While creating the patch, the DOCX overlays showed improvement relative to my "authoritative" Word 2019 PDFs. However, many of the DOC PDFs suggested that it got worse.

But there were lots of clues that likely that Word 2019's PDFs just captured a state where the layout was still in motion. So I interactively used Word 2010/XP (which likely better matches the font versions available to me on Linux anyway) to re-create the "authoritative" PDFs. Since it was interactive, the layout had finalized before these PDFs were created, and then I could see the improvement I expected. (I could see huge differences between the two "authoritative" PDFs.)

Because the results take up so many megabytes, I redid them with a very low 40 dpi resolution to attach here. The overall trend is that current state (RED) is now overlaid by the grayscale, while the previous state (BLUE) is offset higher on the page. So this is good confirmation that my patch is correct.

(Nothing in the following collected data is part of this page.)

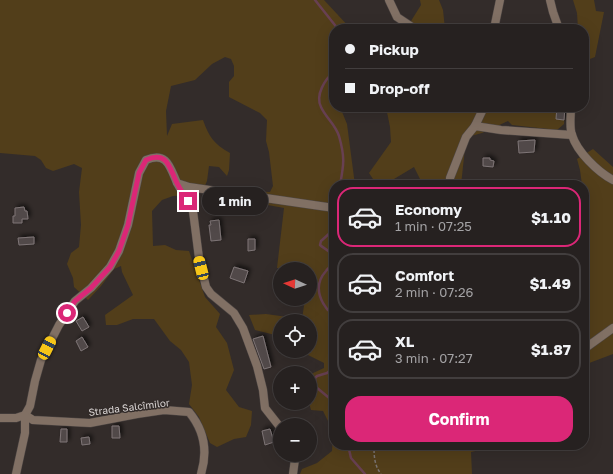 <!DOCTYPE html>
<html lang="en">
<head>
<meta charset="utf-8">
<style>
  body { margin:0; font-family:"Golos Text",sans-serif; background:#322e2d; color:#f1f3f6; height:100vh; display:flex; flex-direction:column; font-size:15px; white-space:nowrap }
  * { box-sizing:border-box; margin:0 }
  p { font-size:13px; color:#a4a3a5 }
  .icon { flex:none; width:22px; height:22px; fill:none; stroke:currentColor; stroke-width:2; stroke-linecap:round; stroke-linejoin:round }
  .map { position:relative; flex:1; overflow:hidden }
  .side { position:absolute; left:329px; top:180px; width:260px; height:270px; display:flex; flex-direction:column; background:#262120; border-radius:16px; box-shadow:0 4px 16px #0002,0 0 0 1px #423e3e }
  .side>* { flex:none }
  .hud { position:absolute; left:329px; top:24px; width:260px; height:88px; border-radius:16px; box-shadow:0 4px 16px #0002,0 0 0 1px #423e3e; display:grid; align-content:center; height:88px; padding:0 16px; background:#262120 }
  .needle { width:26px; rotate:273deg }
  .tools { position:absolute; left:273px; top:262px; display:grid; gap:8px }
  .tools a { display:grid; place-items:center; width:44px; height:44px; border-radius:50%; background:#262120; box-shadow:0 4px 16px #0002,0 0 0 1px #423e3e; font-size:20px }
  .end { position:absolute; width:18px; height:18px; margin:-9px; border:5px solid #db2777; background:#fff; box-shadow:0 0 0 2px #fff }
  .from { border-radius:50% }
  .bubble { position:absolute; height:28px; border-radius:14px; background:#262120; box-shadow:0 4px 16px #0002,0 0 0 1px #423e3e; font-size:13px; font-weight:700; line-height:28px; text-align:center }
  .car { position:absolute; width:12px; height:24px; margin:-12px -6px; border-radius:5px; box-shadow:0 0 3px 1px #0007; background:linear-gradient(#f5c518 24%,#345 0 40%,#f5c518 0 76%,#345 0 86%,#f5c518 0) }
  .hud b { display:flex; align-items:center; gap:14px; height:38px; font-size:15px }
  .hud b+b { border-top:1px solid #423e3e }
  .hud i { width:10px; height:10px; background:#f1f3f6 }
  ul { padding:7px 0 0; list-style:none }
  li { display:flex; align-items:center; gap:12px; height:60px; margin:0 8px 6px; padding:0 8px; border:2px solid #423e3e; border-radius:16px }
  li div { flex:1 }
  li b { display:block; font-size:15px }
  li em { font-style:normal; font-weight:700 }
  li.current { border-color:#db2777 }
  li>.icon { width:36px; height:36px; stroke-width:1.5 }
  .cta { display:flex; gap:8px; margin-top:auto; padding:8px 16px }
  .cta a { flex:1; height:46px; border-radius:16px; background:#db2777; color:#fff; font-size:16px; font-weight:700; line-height:46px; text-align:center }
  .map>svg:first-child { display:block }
  .green { fill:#523e1a }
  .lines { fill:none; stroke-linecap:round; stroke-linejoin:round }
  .stream { stroke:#684052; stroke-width:2.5 }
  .building { fill:#514949; stroke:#7e7576; filter:url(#shadow) }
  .street-casing { stroke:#4e4745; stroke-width:9 }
  .path { stroke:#7a7472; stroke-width:1.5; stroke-dasharray:3 2; stroke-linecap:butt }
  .street { stroke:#817064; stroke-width:8 }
  .route { stroke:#db2777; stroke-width:5 }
  .labels { text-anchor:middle; stroke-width:3; stroke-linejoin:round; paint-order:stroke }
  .street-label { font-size:10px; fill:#dbd6d5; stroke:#332c2a }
</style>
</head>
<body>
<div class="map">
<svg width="613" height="474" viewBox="0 0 613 474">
  <defs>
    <filter id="shadow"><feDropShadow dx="2.5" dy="-2.5" stdDeviation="2" flood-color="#0009"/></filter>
  </defs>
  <rect width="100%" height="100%" fill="#332c2a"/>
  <g class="green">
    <path d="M0,0H324L351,29H334V107H340L347,124L355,185H334V445H478L480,450L471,452L472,474H300L302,469L317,463L332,451L333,431L323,411L311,410L309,403H310V380L311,374L324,368V363L300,351H310V321H280V338L275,335L255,330L249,315L266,314L302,319L305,299H310V269L277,268L284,208L252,202L249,191L270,192L273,186L269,152L266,141L267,120L260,113L229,97V82L234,76V66L231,59L225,57L212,64L195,80L171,86L166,111L167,136L172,124L203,120C209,137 214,144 230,153L229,170L227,176L219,167L209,166L207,181L202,192L191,195L173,196L162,200L152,211L153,246L165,245L176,250L189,251L205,297L220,314L216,327L227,343L234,370L226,390L239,407L252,411L251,425L246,437L234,439L217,447L210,443L199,417L189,404L192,385L189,362L181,350L170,341L154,319H133L117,325H106L105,315L133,295L122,272L121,266L114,269L101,286L88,300L74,287L73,278L67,264L71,253L79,247L81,225L79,192L82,168L74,164L53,171L46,168L41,160L35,156L0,153Z"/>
    <path d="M420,0H439L443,10L445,29H406L421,5Z"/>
    <path d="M573,0H594L596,11L604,12L595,57L590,59L584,55V29H578L577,13Z"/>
    <path d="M386,107H565L564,124L557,130L512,125L508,121L482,133L471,136L465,148L461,185H423L414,167L394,179L396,185H377L369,173L391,142L390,127Z"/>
    <path d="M593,149L613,167V354L584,365V185H582L580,170L577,159Z"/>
  </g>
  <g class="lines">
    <g class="stream">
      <path d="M315,0L338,29"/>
      <path d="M334,72C325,79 315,95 321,107C326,118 335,124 339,136C345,157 344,164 340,185"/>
      <path d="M334,221L331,232L321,241L320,245C324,249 333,252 334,258C334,264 329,267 326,271C317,281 317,292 323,303C326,308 328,312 334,313"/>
      <path d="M334,367L327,373L317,376L315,378L316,387L334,402"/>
      <path d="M348,445L351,458L365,474"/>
    </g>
  </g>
  <g class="building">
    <path d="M557,107H565L564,120L556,119Z"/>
    <path d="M535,140L534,152L519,153L518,141Z"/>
    <path d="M483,158H490V160L494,161L493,167L483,166Z"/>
    <path d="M24,207L25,211H27L28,219H22V223H13V216H15V208Z"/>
    <path d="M219,220L221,240L211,241L209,225H211L210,221Z"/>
    <path d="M34,237V244L19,245L18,238Z"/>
    <path d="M248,239H255V250L248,251Z"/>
    <path d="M234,267L248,271L244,283L230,278Z"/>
    <path d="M83,317L89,327L82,331L76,321Z"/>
    <path d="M263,336L271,367L264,369L253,339Z"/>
    <path d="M82,337L88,347L81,351L76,341Z"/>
    <path d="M112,426H119L120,438H112Z"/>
    <path d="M61,429H67V442H60Z"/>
    <path d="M270,429L274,442L265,445L262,431Z"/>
    <path d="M89,437L90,444L82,445L81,438Z"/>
  </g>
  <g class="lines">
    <g class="street-casing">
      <g id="street">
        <path d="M389,0L397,17L415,29"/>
        <path d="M550,0L553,12L559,29"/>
        <path d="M494,29L500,0"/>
        <path d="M571,107C571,115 569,127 572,135C577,152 598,172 613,180"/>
        <path d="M475,126L501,130L572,135"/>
        <path d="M177,183L193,211L199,258L206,287L211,294L234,313L243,328L257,366L263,390L265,408L280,427"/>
        <path d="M450,185V178L466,137L475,126L484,107"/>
        <path d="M584,349L613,328"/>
        <path d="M25,415L33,420L90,423L137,414L164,410L189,412C204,430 208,451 201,474"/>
        <path d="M0,418H16L25,415L30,406L35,381L41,360L59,325L75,301L91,288L110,267L119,251L128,225L139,173L146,160C167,151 170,167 177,183L189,187L334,208"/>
        <path d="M16,474L25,433V415"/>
        <path d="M293,474L295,459L294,455"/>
      </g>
    </g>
    <path class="path" d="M374,445C374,455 374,465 381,474"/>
    <use href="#street" class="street"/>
  </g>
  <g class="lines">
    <path class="route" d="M67,313L75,301L91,288L110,267L119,251L128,225L139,173L146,160C167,151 169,166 176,181C179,188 184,195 188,201"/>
  </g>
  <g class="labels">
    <g class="street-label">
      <text transform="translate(129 407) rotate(-7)" y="4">Strada Salcîmilor</text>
    </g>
  </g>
</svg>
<div class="tools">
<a><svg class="needle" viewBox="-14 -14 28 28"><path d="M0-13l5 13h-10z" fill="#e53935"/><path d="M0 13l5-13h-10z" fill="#a4a3a5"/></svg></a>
<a><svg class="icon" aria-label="locate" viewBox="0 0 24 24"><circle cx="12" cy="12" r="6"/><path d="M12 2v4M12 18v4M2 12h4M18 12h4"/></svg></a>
<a>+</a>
<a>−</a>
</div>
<i class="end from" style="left:67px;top:313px"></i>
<i class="end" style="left:188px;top:201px"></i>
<div class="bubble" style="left:202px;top:187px;width:66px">1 min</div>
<i class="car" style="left:201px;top:268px;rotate:346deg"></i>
<i class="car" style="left:47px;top:348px;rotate:27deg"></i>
<div class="hud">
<b><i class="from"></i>Pickup</b>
<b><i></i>Drop-off</b>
</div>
<section class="side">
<ul>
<li class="current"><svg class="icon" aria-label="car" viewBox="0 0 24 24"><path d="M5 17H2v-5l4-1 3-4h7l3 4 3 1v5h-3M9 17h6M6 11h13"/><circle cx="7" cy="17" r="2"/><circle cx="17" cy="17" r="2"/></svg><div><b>Economy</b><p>1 min · 07:25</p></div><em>$1.10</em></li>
<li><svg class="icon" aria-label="car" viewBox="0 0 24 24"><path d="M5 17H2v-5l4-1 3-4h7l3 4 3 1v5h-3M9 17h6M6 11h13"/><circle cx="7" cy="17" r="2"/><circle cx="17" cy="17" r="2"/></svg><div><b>Comfort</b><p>2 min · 07:26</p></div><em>$1.49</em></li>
<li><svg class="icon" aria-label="car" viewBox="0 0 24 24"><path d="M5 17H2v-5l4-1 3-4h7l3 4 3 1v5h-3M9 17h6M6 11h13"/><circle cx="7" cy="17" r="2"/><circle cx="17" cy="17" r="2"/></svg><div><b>XL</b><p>3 min · 07:27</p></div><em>$1.87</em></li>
</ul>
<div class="cta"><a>Confirm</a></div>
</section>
</div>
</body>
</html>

My main purpose in documenting this is to show that I did do fairly exhaustive testing. Plus, it helps to demonstrate the limitation of doing PDF comparisons.
Comment 5 Commit Notification 2025-05-16 08:40:38 UTC
Justin Luth committed a patch related to this issue.
It has been pushed to "libreoffice-25-2":

https://git.libreoffice.org/core/commit/8be81fdaa7b7313d083457c64c8acddee2489991

tdf#166503 sw mso-compat layout: don't consolidate if PAGE_SPACE_MAX

It will be available in 25.2.4.

The patch should be included in the daily builds available at
https://dev-builds.libreoffice.org/daily/ in the next 24-48 hours. More
information about daily builds can be found at:
https://wiki.documentfoundation.org/Testing_Daily_Builds

Affected users are encouraged to test the fix and report feedback.